Key questions it answers:

  • “Which signals are currently predictive at the 20-day horizon?”
  • “Has credit_stress_score lost its edge since the regime shifted to ‘hold’?”
  • “Which signals work in a hiking cycle but die in a hold?“

2. ML Signal Combination — Meta-Model (Planned)

GitHub: Issue #1

Concept

Individual signals are noisy and fire at different timings. The meta-model learns the optimal weighting and timing across all gold signals, producing a single daily probability score.

Architecture

  • Model: LightGBM (interpretable, handles mixed frequencies)
  • Features: All gold signal columns aligned on date
  • Target: Forward SPY returns at multiple horizons, or binary drawdown indicator (> 5% in next 20 days)
  • Training: Walk-forward (expanding window) — never uses future data
  • Output: Daily combined_alpha score + feature importances

Why Not a Simple Average?

  • Signals have different optimal horizons (credit stress leads by 2-4 weeks; VIX is contemporaneous)
  • Signal importance changes by regime (rates momentum matters more during hiking)
  • Non-linear interactions (credit stress + rising rates = multiplicative risk)

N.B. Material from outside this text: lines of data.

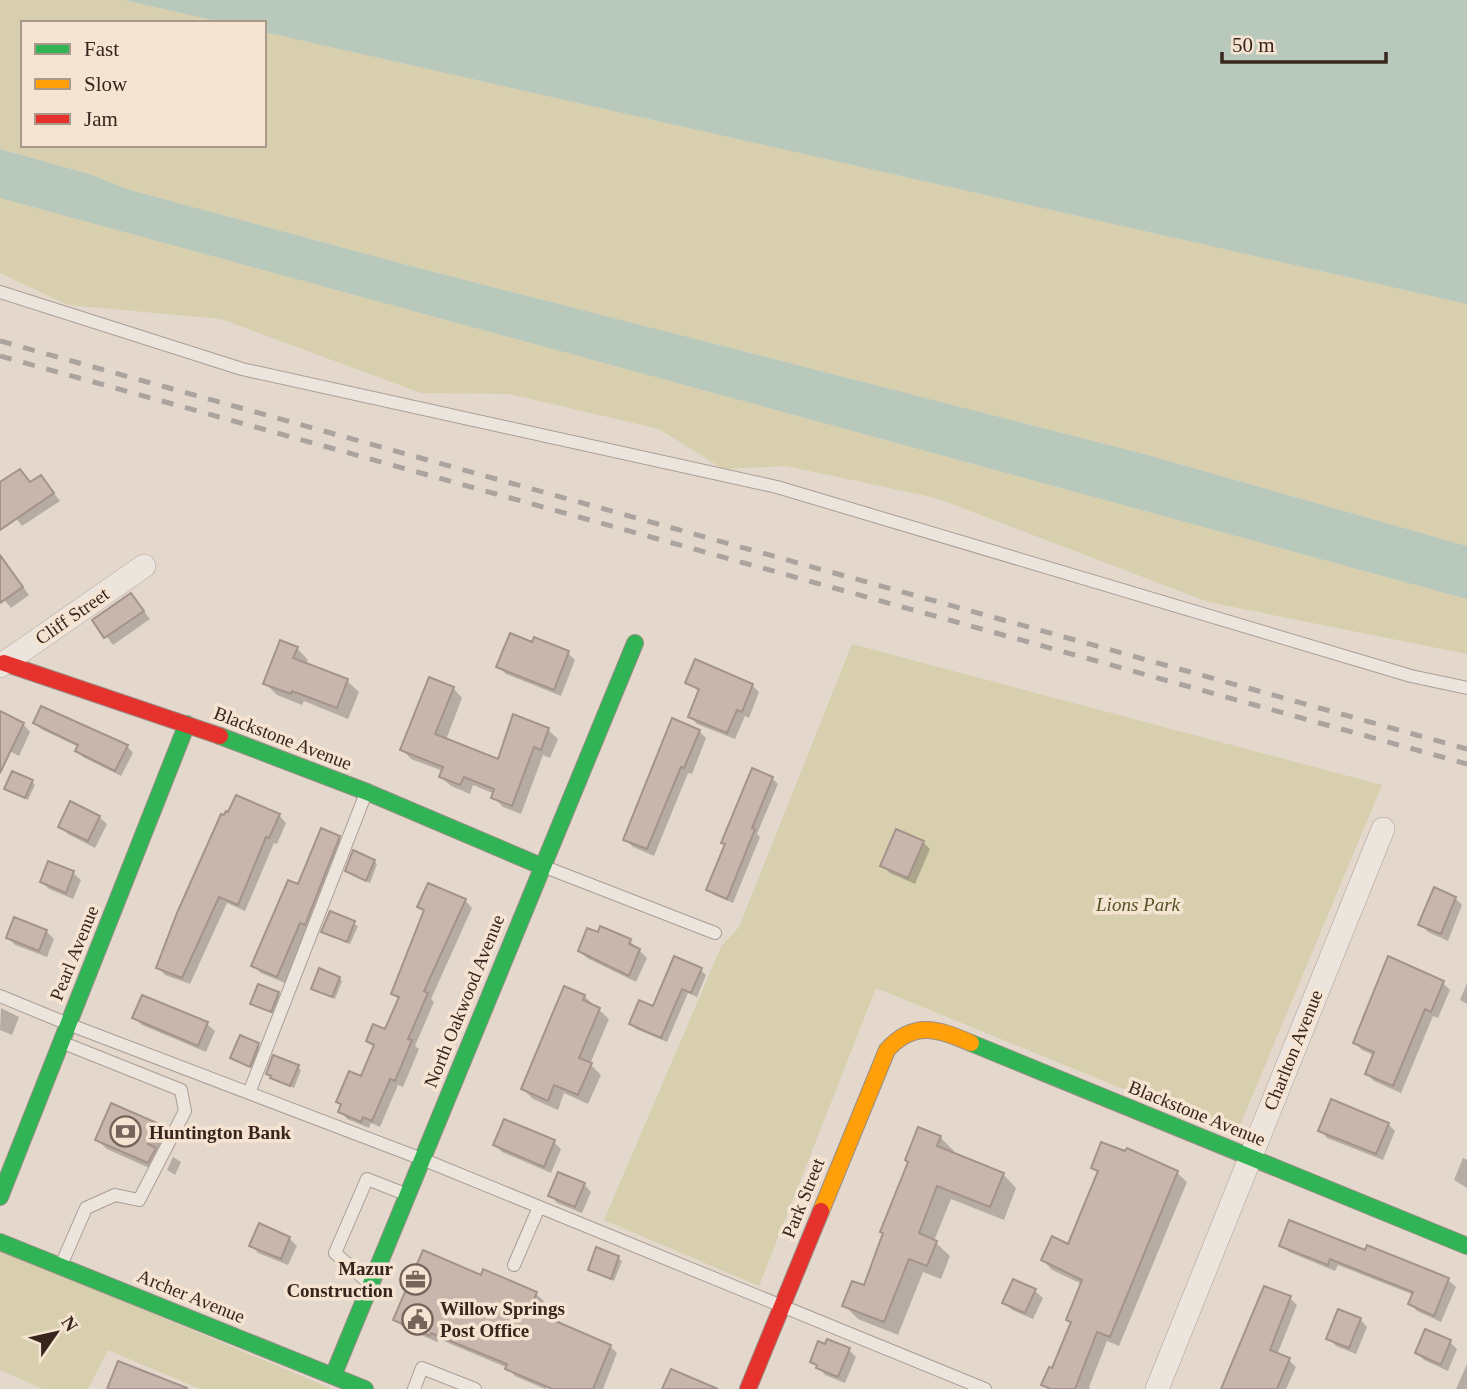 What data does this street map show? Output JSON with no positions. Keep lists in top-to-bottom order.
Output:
{
  "streets": {
    "street": [
      "Cliff Street",
      "Blackstone Avenue",
      "Pearl Avenue",
      "North Oakwood Avenue",
      "Charlton Avenue",
      "Park Street",
      "Archer Avenue"
    ]
  },
  "crossings": [
    ["Cliff Street", "Blackstone Avenue"],
    ["Blackstone Avenue", "Pearl Avenue"],
    ["Blackstone Avenue", "North Oakwood Avenue"],
    ["Blackstone Avenue", "Charlton Avenue"],
    ["Blackstone Avenue", "Park Street"],
    ["North Oakwood Avenue", "Archer Avenue"]
  ],
  "parks": ["Lions Park"],
  "places": {
    "bank": ["Huntington Bank"],
    "office": ["Mazur Construction"],
    "public building": ["Willow Springs Post Office"]
  },
  "legend": ["Fast", "Slow", "Jam"],
  "scale_bar": "50 m",
  "north": "top right"
} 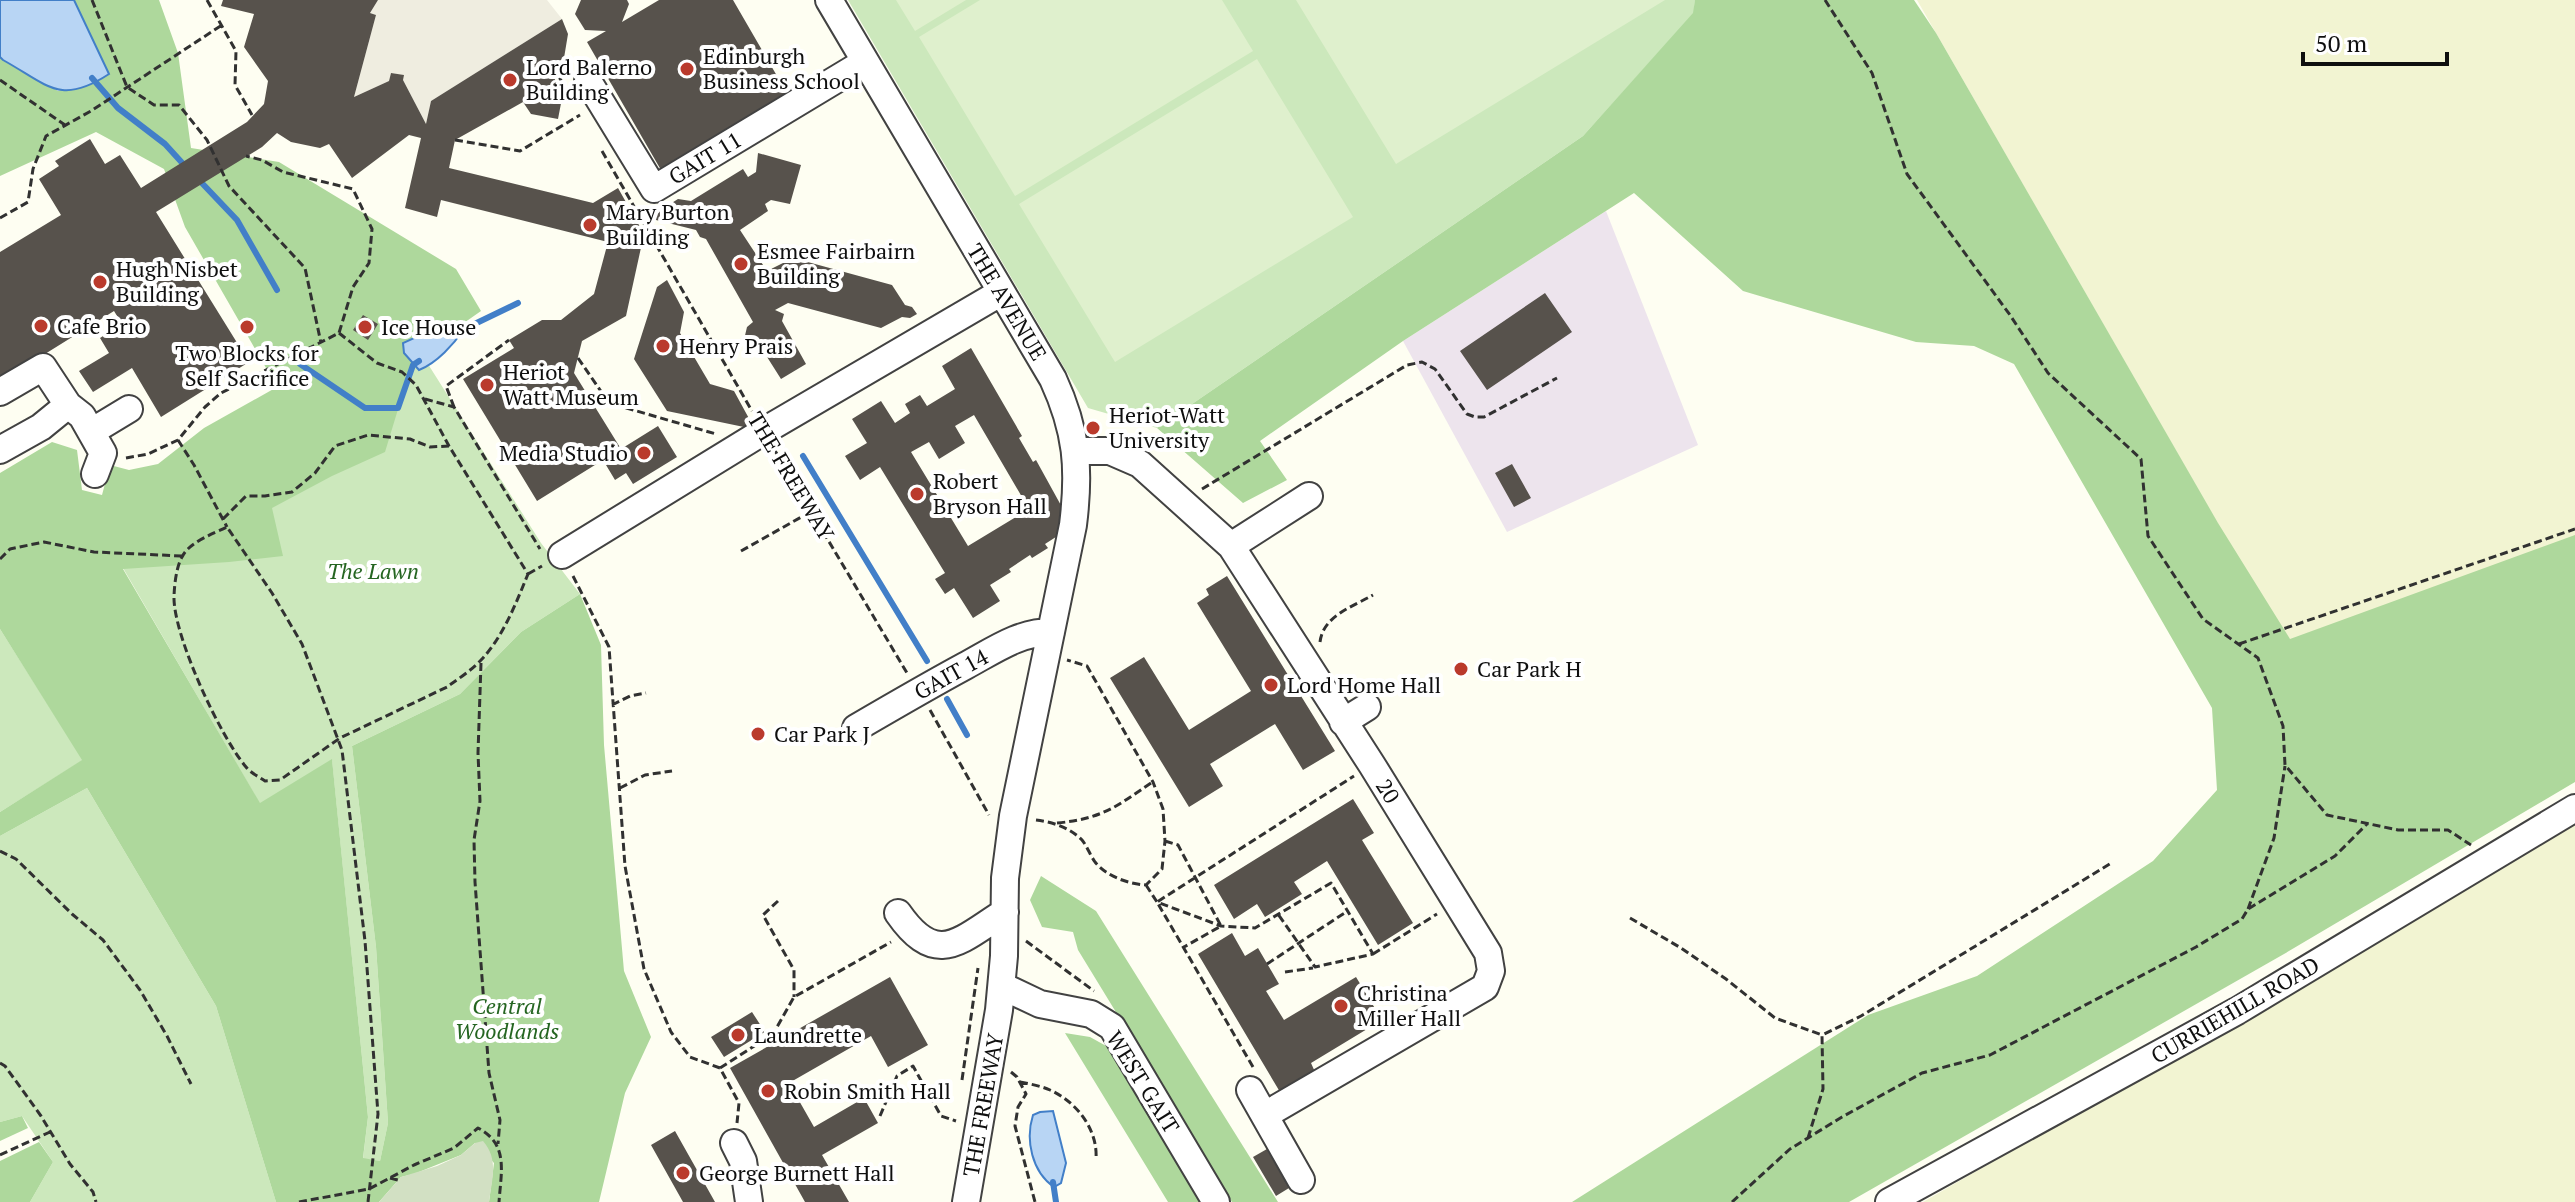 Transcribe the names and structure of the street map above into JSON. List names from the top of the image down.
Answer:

3. Strategy Backtesting Framework (Planned)

GitHub: Issue #2

Concept

Translate validated signals into simulated portfolio decisions with realistic constraints.

Architecture

  • Engine: Event-driven loop (iterates day by day, no lookahead)
  • Inputs: Gold signals + meta-model + Yahoo price histories
  • Assets: SPY, TLT, GLD, cash (expandable)
  • Constraints: Transaction costs, slippage, position limits
  • Output: Equity curve, drawdown, Sharpe, Calmar, turnover

Example Strategies to Test

  1. Risk-off on credit stress: Go 50% cash when credit_stress_score > 1.0
  2. Rates + leverage squeeze: Short equities when dgs30_momentum_60d > 50bps AND credit_regime == "stress"
  3. Combined alpha threshold: Size positions proportional to meta-model combined_alpha

Dependency Chain

Walk-forward validation (which signals to trust)
Meta-model (how to combine trusted signals)
Backtester (what would this combination have returned)

Each layer feeds the next. Walk-forward tells you which inputs to give the meta-model. The meta-model produces the score the backtester trades on.